Lynch, who in his fourth two-year term is already New Hampshire’s longest-serving governor, said the state needed to try somebody else.

“I will keep working hard every day for the next 16 months to serve the people of our state, but I will not run for re-election as Governor of New Hampshire,” Lynch said.

Lynch’s exit comes well before the June filing deadline, but candidates are expected to enter the race in short order.

Ovide Lamontagne, who was the GOP nominee for governor in the 1990s and ran as a tea party candidate for Senate last year, is expected to run. And former state senator Maggie Hassan (D) is also seen as a likely candidate.

Other potential candidates include former state legislator Kevin Smith (R), 2010 GOP gubernatorial nominee John Stephen, former Bureau of Securities Regulation director Mark Connolly (D) and Portsmouth Mayor Steve Marchand (D).

Democrats said they were confident that voters would prefer another Democrat.

“In the coming months, we will have a discussion about who is best fit to fill Gov. Lynch’s shoes and combat the Republican extremists who have tried to take New Hampshire backward,” Democratic Governors Association Chairman Martin O’Malley said.
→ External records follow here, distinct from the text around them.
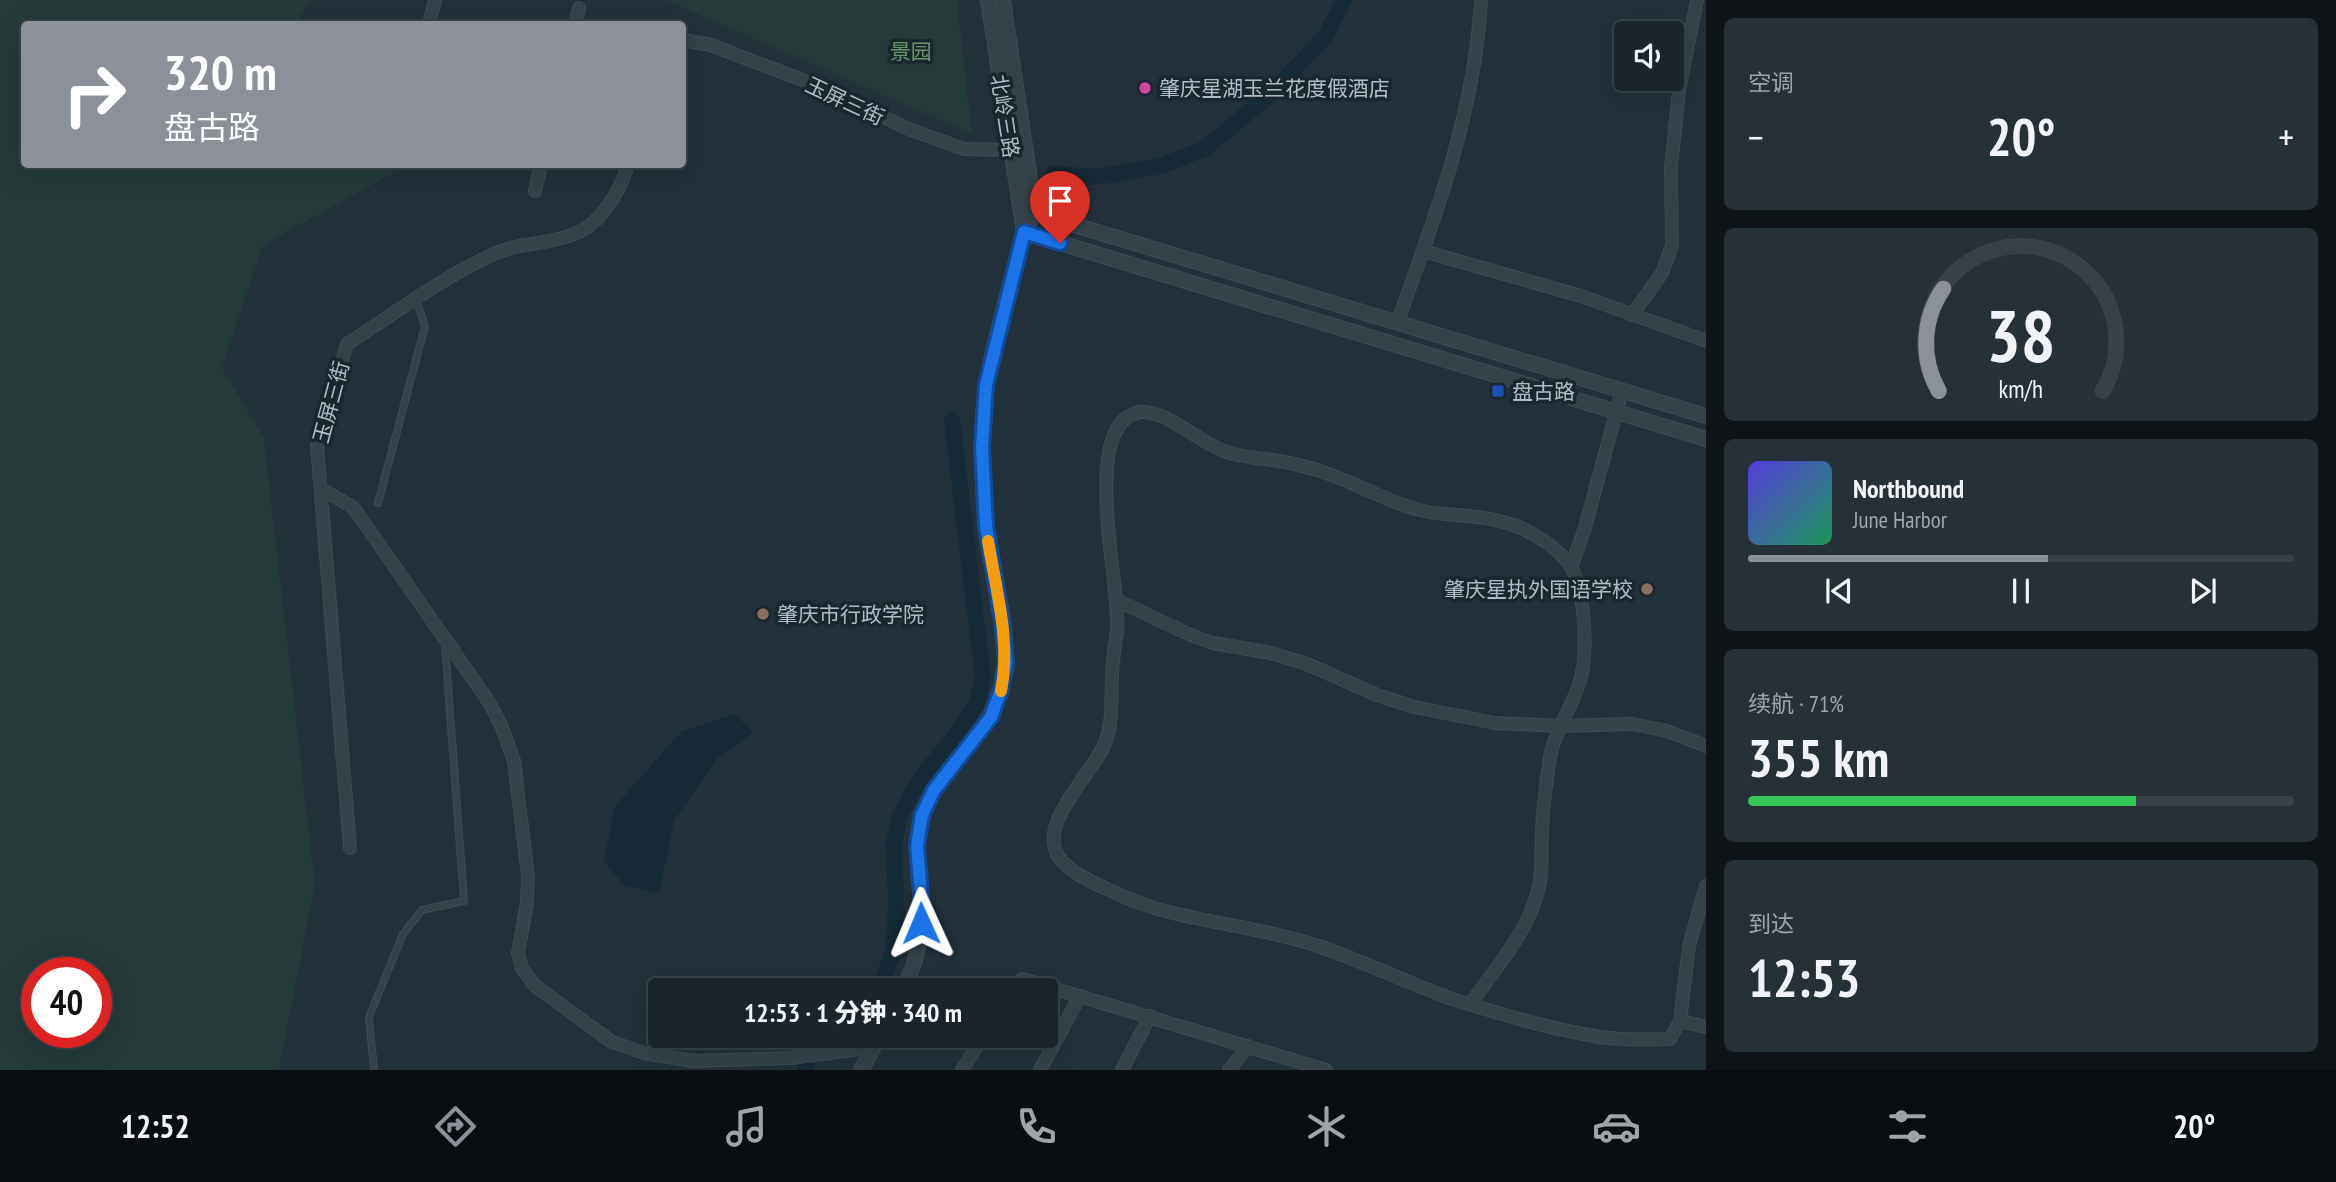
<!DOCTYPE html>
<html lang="zh">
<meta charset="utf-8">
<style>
:root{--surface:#19242b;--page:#263037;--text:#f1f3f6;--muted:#9fa4a9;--line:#374147;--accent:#8c9099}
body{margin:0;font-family:"PT Sans Narrow","Noto Sans SC",sans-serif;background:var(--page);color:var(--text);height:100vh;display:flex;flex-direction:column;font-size:26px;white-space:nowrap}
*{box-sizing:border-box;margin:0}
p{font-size:23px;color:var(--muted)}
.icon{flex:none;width:38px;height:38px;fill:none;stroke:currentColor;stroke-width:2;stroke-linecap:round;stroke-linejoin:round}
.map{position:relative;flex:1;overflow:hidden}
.panel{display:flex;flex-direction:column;gap:18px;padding:18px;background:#0e1418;width:630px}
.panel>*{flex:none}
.banner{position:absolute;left:21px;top:21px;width:665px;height:147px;border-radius:7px;box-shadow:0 7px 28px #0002,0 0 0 2px var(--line);background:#8c9099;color:#fff;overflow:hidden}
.fabs{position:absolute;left:1614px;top:21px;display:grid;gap:14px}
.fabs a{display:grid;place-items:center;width:70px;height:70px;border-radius:7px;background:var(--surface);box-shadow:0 7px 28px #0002,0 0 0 2px var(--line);font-size:35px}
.speed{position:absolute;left:21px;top:957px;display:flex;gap:14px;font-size:35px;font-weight:700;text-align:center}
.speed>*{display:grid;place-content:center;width:91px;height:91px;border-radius:50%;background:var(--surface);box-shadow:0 7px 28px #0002,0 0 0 2px var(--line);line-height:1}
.speed .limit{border:10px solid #d22;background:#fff;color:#111}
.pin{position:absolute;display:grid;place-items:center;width:60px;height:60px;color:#fff;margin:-72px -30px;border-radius:50% 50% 50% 0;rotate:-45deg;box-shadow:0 0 7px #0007}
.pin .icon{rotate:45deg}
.me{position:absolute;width:77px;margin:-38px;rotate:359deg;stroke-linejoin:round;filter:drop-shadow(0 0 5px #0008)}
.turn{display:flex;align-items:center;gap:24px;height:147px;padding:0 28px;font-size:32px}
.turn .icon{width:91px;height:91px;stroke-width:2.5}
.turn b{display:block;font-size:49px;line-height:60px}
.big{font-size:52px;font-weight:800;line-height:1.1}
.panel .tile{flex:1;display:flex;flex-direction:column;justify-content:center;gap:10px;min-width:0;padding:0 24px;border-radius:10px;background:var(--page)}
.panel .dial{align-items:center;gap:0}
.dial svg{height:182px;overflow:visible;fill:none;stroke:var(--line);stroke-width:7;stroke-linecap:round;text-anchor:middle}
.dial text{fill:var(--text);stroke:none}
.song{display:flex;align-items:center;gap:21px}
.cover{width:84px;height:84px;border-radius:10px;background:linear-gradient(135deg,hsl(250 70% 55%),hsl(150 70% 35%))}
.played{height:7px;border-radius:4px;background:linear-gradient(90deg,var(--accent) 55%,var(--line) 55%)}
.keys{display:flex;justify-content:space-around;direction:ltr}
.heat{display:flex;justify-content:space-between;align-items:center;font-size:38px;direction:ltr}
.charge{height:10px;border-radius:5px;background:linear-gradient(90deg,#34c759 71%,var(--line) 0)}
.trip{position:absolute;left:648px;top:978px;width:410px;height:70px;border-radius:7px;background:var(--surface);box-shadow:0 7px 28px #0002,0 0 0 2px var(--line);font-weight:800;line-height:70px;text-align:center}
.tabs{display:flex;height:112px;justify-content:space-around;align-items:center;background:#0a0e11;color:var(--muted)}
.tabs .icon{width:49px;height:49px}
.tabs .active{color:var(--accent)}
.tabs b{font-size:32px;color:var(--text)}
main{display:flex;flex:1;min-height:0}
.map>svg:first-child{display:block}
.green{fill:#233a38;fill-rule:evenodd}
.water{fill:#152a36}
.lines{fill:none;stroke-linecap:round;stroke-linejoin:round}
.canal{stroke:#152a36;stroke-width:16}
.service-casing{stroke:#3e4b53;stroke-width:8}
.minor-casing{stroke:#3e4b53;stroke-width:14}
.tertiary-casing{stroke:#3e4b53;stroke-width:16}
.service{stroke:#35424a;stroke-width:6}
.minor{stroke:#35424a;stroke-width:12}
.tertiary{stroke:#35424a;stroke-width:14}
.route-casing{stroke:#114b97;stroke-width:18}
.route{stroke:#1a73e8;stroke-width:12}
.slow{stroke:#f59e0b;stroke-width:12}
.hotel-dot{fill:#d1479c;stroke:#1a272e;stroke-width:2.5}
.transit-dot{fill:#1a4fb4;stroke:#1a272e;stroke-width:2.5}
.education-dot{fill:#8d6e63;stroke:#1a272e;stroke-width:2.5}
.labels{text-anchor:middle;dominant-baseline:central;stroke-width:7;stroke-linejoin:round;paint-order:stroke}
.park-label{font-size:21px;fill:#679668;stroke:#1a272e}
.poi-label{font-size:21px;fill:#b0bdc6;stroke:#1a272e;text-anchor:start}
.street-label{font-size:21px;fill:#b0bdc6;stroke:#1a272e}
</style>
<main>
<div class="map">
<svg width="1706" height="1070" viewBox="0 0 1706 1070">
<rect width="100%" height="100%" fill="#213039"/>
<g class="green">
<path d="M0,0H309L299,21L306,24H24V164L408,165L263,245L222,368L264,438L315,884L279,1070H0ZM37,973H96V1032H37Z"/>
<polygon points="665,0 957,0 972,134"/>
</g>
<polygon class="water" points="735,714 753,733 717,758 674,821 659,893 625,886 604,862 615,806 682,731"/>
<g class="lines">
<g class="canal">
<polyline points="1053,174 1096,177 1161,166 1204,149 1271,94 1325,37 1344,0"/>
<polyline points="877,990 883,980 894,949 896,903 894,843 900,815 920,779 957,733 977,703 983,678 952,420"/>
<polyline points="806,1070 808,1041 812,1036"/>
</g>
<defs>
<g id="service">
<polyline points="378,503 425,326 416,300"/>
<polyline points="374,1070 369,1017 403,934 422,910 464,901 445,645"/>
</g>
<g id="minor">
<polyline points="429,24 435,0"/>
<polyline points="575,24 579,8"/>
<polyline points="682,40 711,45 828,90 911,130 964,149 1010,150"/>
<polyline points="535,191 541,164"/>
<polyline points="1423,251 1581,296 1706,341"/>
<polyline points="1632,315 1662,273 1672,246 1671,167 1679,91 1697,0"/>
<path d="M1397,323C1435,218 1475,112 1481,0"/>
<polyline points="321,489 353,507 489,702 501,725 514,761 528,876 527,903 518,953 522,968 534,985 612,1042 644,1053 693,1061 791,1058 875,1047"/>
<polyline points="1571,567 1584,531 1622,391"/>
<polyline points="1118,601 1193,636 1213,643 1271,653 1307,664 1377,695 1414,707 1495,723 1560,726 1632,724 1667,731 1706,746"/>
<path d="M350,848L317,445L347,344C393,315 444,276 494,254C522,241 556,245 583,230C604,218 622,187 628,164"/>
<polyline points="1014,990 1022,979 1326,1070"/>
<path d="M1470,1004C1495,969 1530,930 1539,886C1543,869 1541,849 1542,831C1543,807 1546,782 1550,758C1555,728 1576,703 1582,673C1587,646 1585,588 1570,565C1557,547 1530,530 1510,524C1481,514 1449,517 1419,510C1389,502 1363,487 1334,476C1314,468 1293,463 1272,460C1257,458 1241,457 1227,452C1201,445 1162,405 1136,413C1080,429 1121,587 1117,631C1115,646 1112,661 1112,677C1111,698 1113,720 1106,740C1095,774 1031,826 1062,861C1075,875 1092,882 1109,890C1128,899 1148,907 1169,912C1216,924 1265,929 1312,944C1359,959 1403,981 1449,998C1498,1013 1549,1029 1600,1037C1623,1040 1647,1040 1670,1039L1680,1021L1689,946L1706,886"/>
<polyline points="1680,1021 1706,1027"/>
<polyline points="962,1070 983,1036"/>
<polyline points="1040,1070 1080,996"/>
<polyline points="1122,1070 1150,1016"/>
<polyline points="1229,1070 1248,1046"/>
</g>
<g id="tertiary">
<polyline points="988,0 1024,232 1706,439"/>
<polyline points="1003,0 1035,213"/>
<polyline points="1035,213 1706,416"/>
<path d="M903,990C916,964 923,933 922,904C920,874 913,844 923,815C938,767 987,739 1001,690C1015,642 993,577 986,528C983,503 983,475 982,449C981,375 1006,303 1024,232L1035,213"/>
<polyline points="861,1070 880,1036"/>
</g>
</defs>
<use href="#service" class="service-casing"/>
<use href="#minor" class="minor-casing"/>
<use href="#tertiary" class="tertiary-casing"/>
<use href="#service" class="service"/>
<use href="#minor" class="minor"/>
<use href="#tertiary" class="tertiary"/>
</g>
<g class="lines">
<defs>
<polyline id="route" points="921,923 922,906 917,846 922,815 934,790 991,717 1001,690 1006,663 1002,622 986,526 982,447 986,385 1024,232 1060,243"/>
</defs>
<use href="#route" class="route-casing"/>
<use href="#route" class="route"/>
<path class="slow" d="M988,541C996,590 1011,641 1001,691"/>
</g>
<circle class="hotel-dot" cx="1145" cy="88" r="7"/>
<rect class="transit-dot" x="1491" y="384" width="14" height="14" rx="3.5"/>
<g class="education-dot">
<circle cx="1647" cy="589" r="7"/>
<circle cx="763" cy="614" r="7"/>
</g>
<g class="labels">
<g class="park-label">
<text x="911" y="51">景园</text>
</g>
<g class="poi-label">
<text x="1159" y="88">肇庆星湖玉兰花度假酒店</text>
<text x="1512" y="391">盘古路</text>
<text x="1633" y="589" text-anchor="end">肇庆星执外国语学校</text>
<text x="777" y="614">肇庆市行政学院</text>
</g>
<g class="street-label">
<text transform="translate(845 101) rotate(25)">玉屏三街</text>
<text transform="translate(1005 116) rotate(81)">北岭三路</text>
<text transform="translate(331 402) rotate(-75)">玉屏三街</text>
</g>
</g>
</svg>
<div class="fabs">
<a><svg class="icon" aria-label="sound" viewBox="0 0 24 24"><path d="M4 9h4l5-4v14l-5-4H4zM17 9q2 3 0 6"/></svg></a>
</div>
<div class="speed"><div class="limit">40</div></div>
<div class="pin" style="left:1060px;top:243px;background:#d93025"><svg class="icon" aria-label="arrive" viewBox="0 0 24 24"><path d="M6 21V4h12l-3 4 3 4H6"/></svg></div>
<svg class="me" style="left:921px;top:923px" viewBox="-20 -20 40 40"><path d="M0-17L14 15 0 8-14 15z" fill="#1a73e8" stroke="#fff" stroke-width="4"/></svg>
<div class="trip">12:53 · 1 分钟 · 340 m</div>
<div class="banner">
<div class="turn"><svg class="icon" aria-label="right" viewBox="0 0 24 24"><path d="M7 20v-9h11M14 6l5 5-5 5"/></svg><div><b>320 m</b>盘古路</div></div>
</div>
</div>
<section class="panel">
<div class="tile"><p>空调</p>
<div class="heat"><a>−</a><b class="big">20°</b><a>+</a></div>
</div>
<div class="tile dial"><svg viewBox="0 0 100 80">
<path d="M14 69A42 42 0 1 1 86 69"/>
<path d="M14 69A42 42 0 0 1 16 24" stroke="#8c9099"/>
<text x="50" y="56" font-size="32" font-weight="700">38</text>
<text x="50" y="72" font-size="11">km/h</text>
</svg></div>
<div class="tile">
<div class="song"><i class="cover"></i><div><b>Northbound</b><p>June Harbor</p></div></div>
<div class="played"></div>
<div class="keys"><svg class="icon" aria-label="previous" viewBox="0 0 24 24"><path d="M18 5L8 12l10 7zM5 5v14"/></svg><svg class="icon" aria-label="pause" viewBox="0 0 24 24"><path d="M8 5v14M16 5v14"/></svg><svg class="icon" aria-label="next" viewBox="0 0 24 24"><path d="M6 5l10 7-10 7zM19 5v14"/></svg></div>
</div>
<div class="tile"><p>续航 · 71%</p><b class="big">355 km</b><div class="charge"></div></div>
<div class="tile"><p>到达</p><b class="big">12:53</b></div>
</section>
</main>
<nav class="tabs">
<b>12:52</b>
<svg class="icon active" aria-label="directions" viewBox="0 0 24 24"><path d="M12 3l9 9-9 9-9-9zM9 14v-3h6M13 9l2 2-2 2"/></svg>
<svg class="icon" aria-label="music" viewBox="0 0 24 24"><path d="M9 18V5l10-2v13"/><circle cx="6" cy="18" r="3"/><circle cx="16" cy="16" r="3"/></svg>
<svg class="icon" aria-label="phone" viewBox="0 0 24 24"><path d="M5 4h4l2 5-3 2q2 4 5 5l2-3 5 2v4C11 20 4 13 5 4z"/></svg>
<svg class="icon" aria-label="climate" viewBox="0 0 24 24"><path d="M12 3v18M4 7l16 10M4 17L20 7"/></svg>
<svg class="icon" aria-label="car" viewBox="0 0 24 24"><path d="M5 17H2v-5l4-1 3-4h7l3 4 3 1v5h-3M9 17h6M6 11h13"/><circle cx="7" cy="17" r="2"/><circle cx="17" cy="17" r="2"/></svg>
<svg class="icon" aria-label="filters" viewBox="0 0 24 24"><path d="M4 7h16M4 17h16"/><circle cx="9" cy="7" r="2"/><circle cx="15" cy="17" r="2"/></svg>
<b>20°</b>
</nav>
On the GOP side, Smith was quick to stake his claim after Lynch’s decision.

“I think Concord needs a fresh, conservative voice and a bold, new vision to fundamentally challenge the status quo in state government,” Smith said. “After eight years of stale ideas from the Corner Office, now certainly isn’t the ime to elect career politicians or candidates.”

(And for more on this contest, see our piece from Saturday.)

Despite Smith’s sentiments, Lynch will wind down his tenure as one of the most popular governors in the country, and at just 58 years old he could have still have plenty of his political career in front of him. At the same time, he has shown little interest in national politics.